Jean-Marc Sauvé et la Ciase, victimes de la « grande peur » des évêques italiens
La contre-attaque était annoncée. La Ciase a donc publié sans surprise, le 9 février, une réfutation argumentée des critiques formulées en décembre dernier par huit membres de l’Académie catholique de France. Sur France Inter son président Jean-Marc Sauvé a affirmé « avoir été flingué auprès du pape » ce qui, on le sait, a entrainé le report de l’audience prévue avec lui, à ce jour non reprogrammée. Mais derrière les initiateurs de cette « campagne de dénigrement » semblent se cacher d’autres soutiens, notamment l’épiscopat italien qui ne veut pour rien au monde d’une commission indépendante dans la péninsule où les chiffres pourraient être pires qu’en France. Il a su trouver au sein de la Curie les relais nécessaires pour orchestrer la décrédibilisation du rapport Sauvé auprès du pape François. Pour autant il n’est pas dit que cette manœuvre suffise à freiner la mobilisation des associations de victimes qui vient de s’engager dans la Péninsule.
Quatre documents en réponse aux critiques de l’Académie catholique de France
Inutile de revenir sur le contenu du rapport Sauvé lui-même, et pas davantage sur les critiques des membres de l’Académie catholique de France contestant tout à la fois le caractère systémique des agressions sexuelles, reposant selon eux sur un chiffrage erroné, l’obligation faite à l’Église d’indemniser les victimes alors qu’elle ne serait pas juridiquement tenue de le faire, enfin sa légitimité à formuler des recommandations dans des domaines qui seraient du seul ressort de la hiérarchie catholique. J’ai dit, là aussi, dans un billet, comment ces trois réfutations pouvaient se retourner contre leurs auteurs.

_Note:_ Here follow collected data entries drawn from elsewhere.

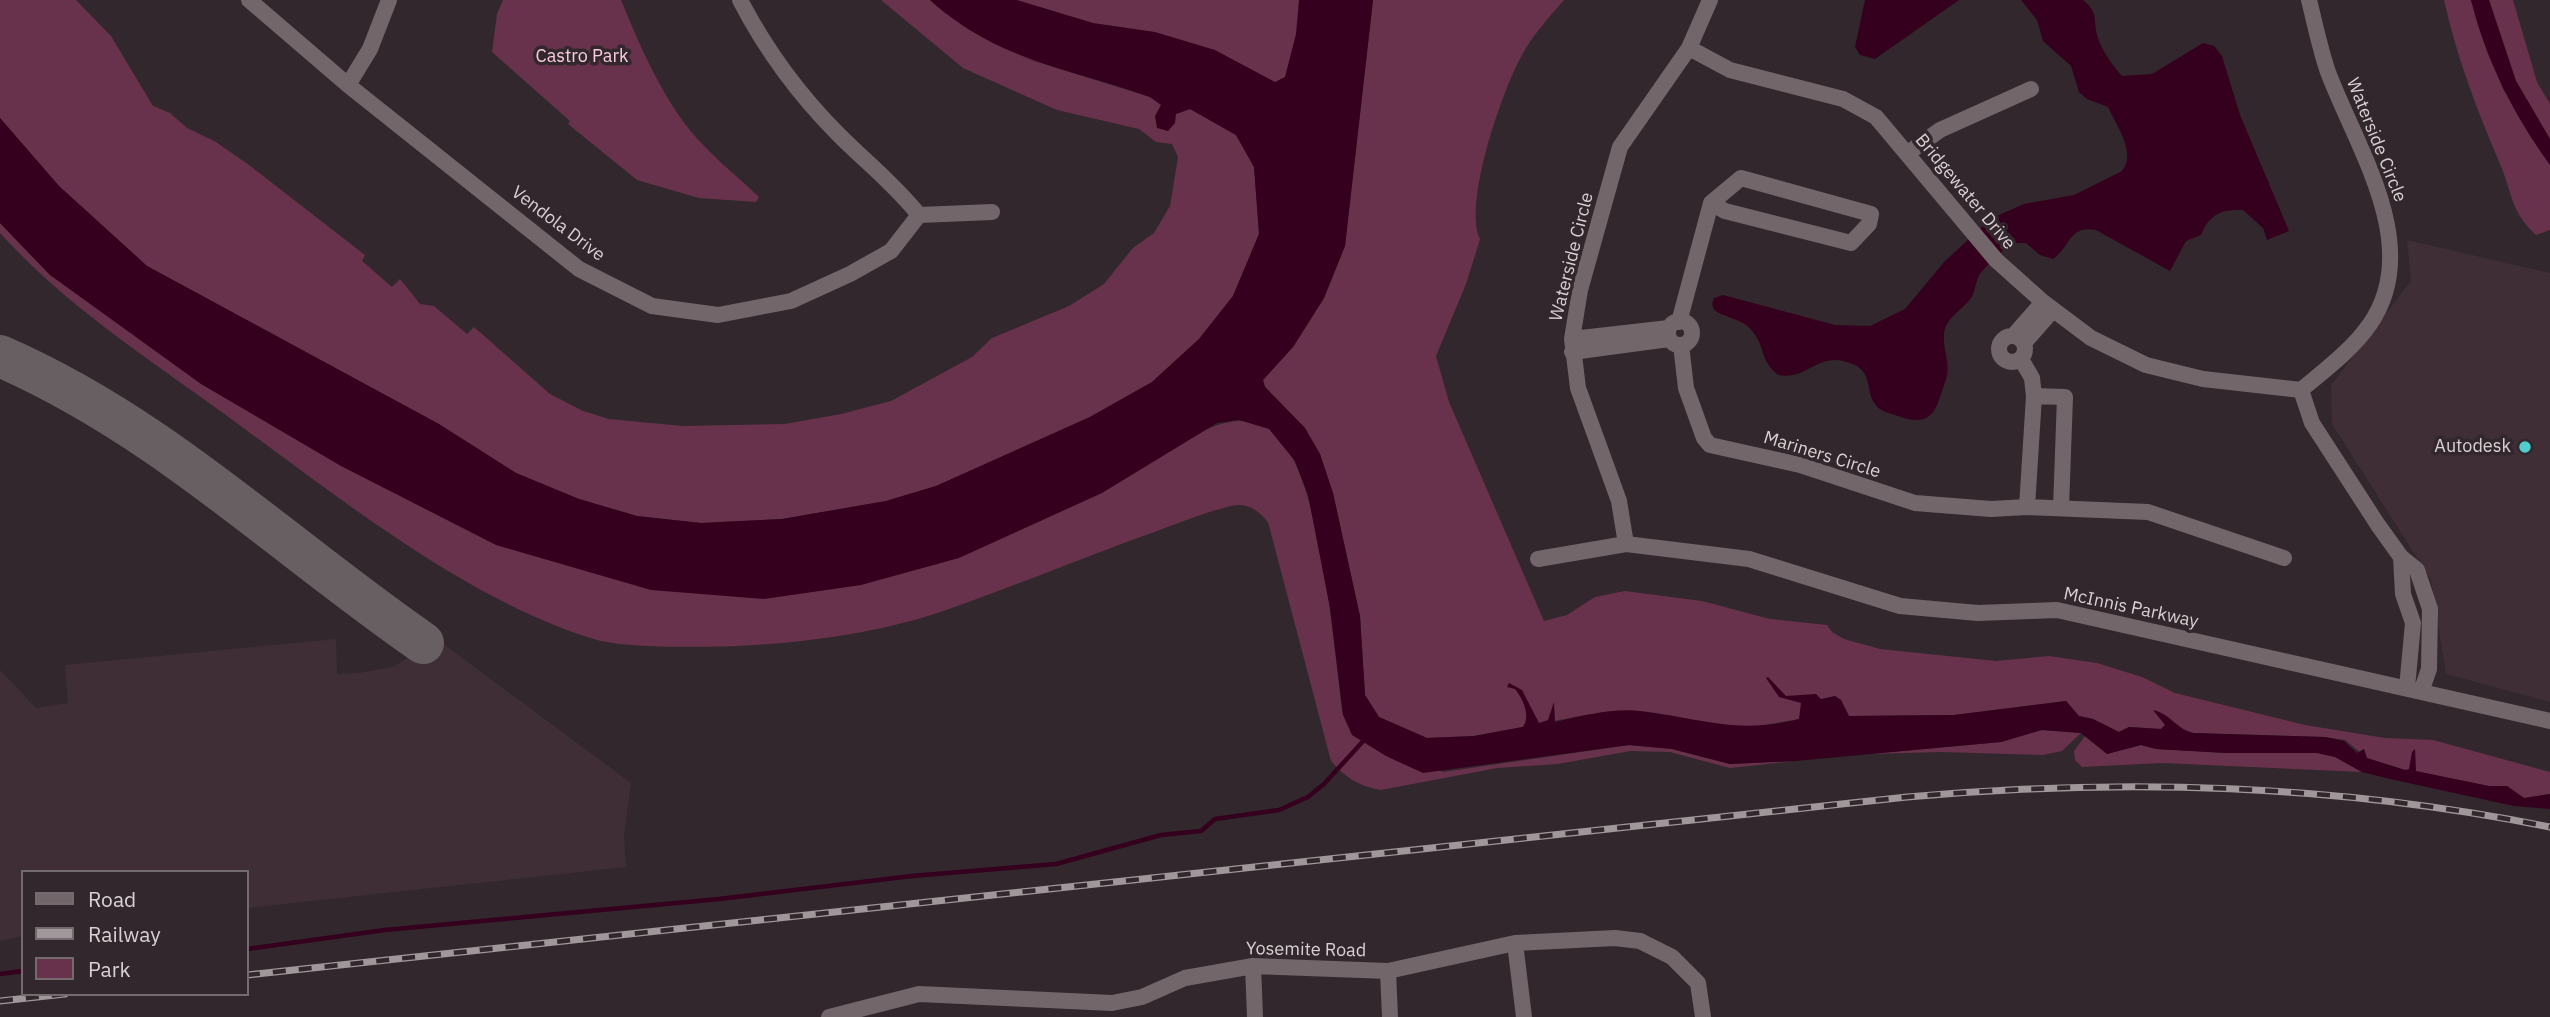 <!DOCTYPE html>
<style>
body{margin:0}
#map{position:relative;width:2550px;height:1017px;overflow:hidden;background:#32272c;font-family:"IBM Plex Sans",sans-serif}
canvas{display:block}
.legend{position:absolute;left:21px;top:870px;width:228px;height:126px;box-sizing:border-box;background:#32272c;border:2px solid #746b6f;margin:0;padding:9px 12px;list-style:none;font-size:21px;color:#d8d1d3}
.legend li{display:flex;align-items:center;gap:14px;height:35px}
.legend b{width:35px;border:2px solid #746b6f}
</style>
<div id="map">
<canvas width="2550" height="1017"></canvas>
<ul class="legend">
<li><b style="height:9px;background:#73666b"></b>Road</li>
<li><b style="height:9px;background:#9f979a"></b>Railway</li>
<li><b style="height:19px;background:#69324c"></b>Park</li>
</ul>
</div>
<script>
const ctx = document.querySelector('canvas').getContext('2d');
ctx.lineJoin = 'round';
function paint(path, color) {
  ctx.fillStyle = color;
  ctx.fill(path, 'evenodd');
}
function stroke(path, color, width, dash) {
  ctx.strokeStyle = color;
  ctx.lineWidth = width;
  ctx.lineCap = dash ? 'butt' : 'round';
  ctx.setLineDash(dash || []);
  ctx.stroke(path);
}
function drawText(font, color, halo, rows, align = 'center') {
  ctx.font = font + ' "IBM Plex Sans",sans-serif';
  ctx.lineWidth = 7;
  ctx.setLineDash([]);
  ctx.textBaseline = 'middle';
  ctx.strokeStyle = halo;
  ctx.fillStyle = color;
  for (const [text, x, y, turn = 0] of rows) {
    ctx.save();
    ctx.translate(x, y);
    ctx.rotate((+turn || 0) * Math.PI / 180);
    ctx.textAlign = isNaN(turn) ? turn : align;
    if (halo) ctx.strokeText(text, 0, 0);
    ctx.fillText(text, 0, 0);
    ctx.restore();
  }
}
paint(new Path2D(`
 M2407 240 2550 273V702L2446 674 2431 580 2332 424 2331 385 2411 281Z
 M430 634 631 783 624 835 626 867 247 908V872H23V936L0 941V670L36 708 68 703 65 665 336 639 337 674 359 673 393 667 410 656Z`), '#3f2e35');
paint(new Path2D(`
 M0 0H76L111 36 153 106 170 113 187 128 216 142 249 165 365 255 362 261 392 287 400 279 420 304 434 306 467 334 474 327 550 394 583 411 609 419 683 426 785 424 841 414 891 401 972 357 992 338 1069 306 1104 284 1133 248 1154 233 1170 206 1178 157 1172 144 1156 142 1139 129 1057 110 963 68 881 0H930L946 14 948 0H1330L1280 128 1018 56 1150 97 1176 114 1190 109 1236 135 1254 167 1259 234 1233 296 1199 339 1152 382 1090 417 936 486 886 501 782 519 701 523 637 516 579 499 516 473 437 423 147 266 59 186 0 118Z
 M503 0H621C639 44 660 92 689 129 709 154 736 175 759 197L756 202 699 198 637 180 568 124 570 121 492 52 497 14Z
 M1373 0H1564C1549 17 1533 35 1522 55 1502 91 1463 203 1480 239L1466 284 1436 356 1449 402 1544 621 1567 615 1595 597 1625 591 1702 601 1770 619 1827 625 1832 632 1844 639 1880 649 1996 661 2049 656 2097 663 2142 677 2175 693 2305 725 2385 738 2433 740 2550 772V794L2524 798 2507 786H2489L2405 770 2367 758 2345 740 2325 737 2194 733 2165 725 2161 729 2129 727 2119 732 2093 719 2079 716 2066 701 1954 715 1849 716 1841 700 1835 696 1803 707 1799 719 1747 728 1688 719 1591 714 1474 736 1427 738 1379 717 1365 695 1360 616 1333 493 1320 454 1305 428 1265 387 1263 380 1293 347 1324 298 1345 246Z
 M2444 0H2471L2503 89 2550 165V230L2536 235C2510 211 2513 194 2500 164 2477 110 2457 58 2444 0Z
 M2489 0H2513L2537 82 2550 104V139L2516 81Z
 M0 223 50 275 651 590 1193 436C1216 424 1243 413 1269 429 1322 462 1334 654 1343 715L1443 772 1629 745 1672 749 1730 764 1795 761 1730 768 1670 752 1630 751 1558 764 1497 768 1381 790C1359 786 1346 778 1331 761L1268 522C1258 510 1247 502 1231 506 1201 513 1172 526 1143 536 1078 560 1014 586 949 609 886 632 804 643 737 646 702 647 627 649 594 639 465 600 332 492 223 413 146 357 64 304 0 233Z
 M2040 730 2081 733 2062 751 2043 755 1941 752 1868 754 2001 742Z
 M2085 736 2107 754 2141 745 2156 749 2226 753H2317L2335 757 2362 772 2162 763 2082 767 2075 760 2074 751Z`), '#69324c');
paint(new Path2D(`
 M930 0H1017L1093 23 1155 32 1215 50 1275 82 1285 77 1296 34 1299 0H1373L1345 246 1324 298 1293 347 1263 380 1265 387 1305 428 1320 454 1333 493 1360 616 1365 695 1379 717 1427 738 1474 736 1523 727C1531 716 1523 699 1515 689L1507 687 1509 683 1522 690 1539 723 1548 720 1554 702 1555 722C1582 716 1612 708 1640 711 1700 718 1737 735 1799 719L1801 703 1779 697 1766 678 1768 677 1786 696 1816 694 1821 699 1835 696 1841 700 1849 716 1954 715 2066 701 2079 716 2093 719 2119 732 2129 727 2161 729 2165 725 2153 710C2169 713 2177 729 2193 733L2325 737 2344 741 2357 753 2364 749 2367 758 2405 770 2409 769 2412 752 2415 749 2416 771 2489 786H2507L2524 798 2550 794V809L2514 806 2390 779 2362 772 2335 757 2317 753H2226L2156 749 2141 745 2107 754 2081 733 2042 730 2001 742 1795 761 1730 764 1672 749 1629 745 1423 773 1386 756 1352 735 1343 715 1330 608 1308 495 1295 461 1269 429 1239 420 1217 423 1102 493 959 558 861 585 764 599 651 590 496 545 341 466 201 384 50 275 0 223V118L59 186 147 266 439 424 516 473 579 499 637 516 701 523 782 519 886 501 936 486 1090 417 1152 382 1199 339 1233 296 1259 234 1254 167 1236 135 1190 109 1176 114 1175 123 1168 131 1157 128 1155 116 1161 105 1150 97C1067 67 999 62 930 0Z
 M1865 0H1959L1875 59 1860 55 1855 47Z
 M2021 0H2083C2096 11 2094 15 2096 30 2098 45 2112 65 2122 76L2152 74 2203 43 2214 46 2222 56 2240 115 2289 231 2267 240 2263 228 2243 210C2220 209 2209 215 2201 235L2186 241 2170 271 2096 230C2068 225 2070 248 2053 259L2040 255 2026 243H2011C2001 253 1988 263 1980 274 1975 281 1976 291 1971 298 1962 311 1944 318 1944 336 1943 351 1951 364 1946 379 1936 408 1935 429 1898 416 1890 413 1880 412 1875 404 1864 390 1876 368 1843 361 1816 355 1807 380 1778 375 1759 359 1766 348 1753 332 1743 318 1727 319 1714 310L1712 304 1714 298 1723 295 1835 325 1870 326 1905 309 1945 261 1992 218 2024 204 2074 195 2122 171C2137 153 2116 125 2108 107L2087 99 2079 92 2071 66 2043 41 2037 20Z
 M2471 0H2489L2516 81 2550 139V165C2514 115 2486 61 2471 0Z`), '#34001d');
stroke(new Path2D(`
 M247 949 385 930 719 899 912 876 1056 864 1161 835 1201 831 1215 819 1279 810 1308 797 1324 784 1366 738
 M0 974 23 971`), '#34001d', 4.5);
stroke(new Path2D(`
 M0 356C161 426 281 545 423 643`), '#685f63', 42);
stroke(new Path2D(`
 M249 0 348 85 579 269 652 306 718 315 791 301 850 274 891 251 919 215 992 212
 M740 0C766 50 799 95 839 135 868 164 892 182 919 215
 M1689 48 1730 70 1843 99 1876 117 1996 260 2043 302 2091 338 2146 365 2203 379 2301 390
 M348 85 370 49 389 0
 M1908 153 1940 130 2031 89
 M1668 333a12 12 0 1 1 24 0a12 12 0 1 1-24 0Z
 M1679 322 1711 203 1741 178 1871 214 1869 224 1851 243 1725 211 1711 203
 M2014 335 2043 302
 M1999 349a13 13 0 1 1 26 0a13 13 0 1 1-26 0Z
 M1572 339 1669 328
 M2024 343 2053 310
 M1681 345 1686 388 1704 438 1710 445 1800 465 1915 503 1991 509 2027 507 2148 512 2284 558
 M1572 352 1669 339
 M2021 359 2032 378 2034 396 2027 507
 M2301 390C2325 370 2352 350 2370 324 2424 246 2356 147 2328 72 2320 49 2315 24 2309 0
 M2301 390 2312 423 2378 525 2401 557 2417 570 2430 609 2429 669 2421 692
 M2034 396 2065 397 2061 508
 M1626 544 1619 501 1578 388 1572 339 1580 290 1620 147 1689 48 1710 0
 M2401 557 2403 594 2413 623 2407 688
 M1538 559 1626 544 1749 559 1900 606 1978 613 2057 610 2550 721
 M1515 943 1524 1017
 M1253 966 1255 1017
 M1388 971 1390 1017
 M829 1017 919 994 1112 1003 1142 997 1185 978 1253 966 1388 971 1515 943 1615 938 1640 941 1672 957 1698 983 1703 1017`), '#73666b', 16);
const rail = new Path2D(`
 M247 975 1907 797C2124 778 2336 784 2550 827
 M0 1001 65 994`);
stroke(rail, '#9f979a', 7);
stroke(rail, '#32272c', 4.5, [13]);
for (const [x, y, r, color] of [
 [2525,447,7,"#52cdcc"]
]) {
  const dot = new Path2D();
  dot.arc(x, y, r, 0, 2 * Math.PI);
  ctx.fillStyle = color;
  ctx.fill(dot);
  stroke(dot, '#32272c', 2.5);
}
drawText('18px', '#fbcbdf', '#32272c', [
 ["Castro Park",582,57]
]);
drawText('18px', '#d8d1d3', '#32272c', [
 ["Waterside Circle",2376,140,68],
 ["Bridgewater Drive",1965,192,50],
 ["Vendola Drive",558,224,37],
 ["Waterside Circle",1572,257,-76],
 ["Mariners Circle",1822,455,17],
 ["McInnis Parkway",2131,608,12],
 ["Yosemite Road",1306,950,1]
]);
drawText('18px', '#d8d1d3', '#32272c', [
 ["Autodesk",2511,447]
], 'right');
</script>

Ce 9 février, la Ciase dont la mission est achevée a donc mis en ligne sur son site, accessible à tous, en réponse à ces accusations : un texte de 52 pages, accompagné d’une synthèse et de deux documents d’expertise sur l’évaluation du nombre des victimes, le premier émanant d’un groupe de statisticiens de l’Institut national de la statistique et des études économiques (Insee), le second du sociologue François Héran, professeur au Collège de France et ancien directeur de l’Institut national d’études démographiques (INED). Les deux expertises concluent que les critiques formulées par les membres de l’Académie sont sans fondement.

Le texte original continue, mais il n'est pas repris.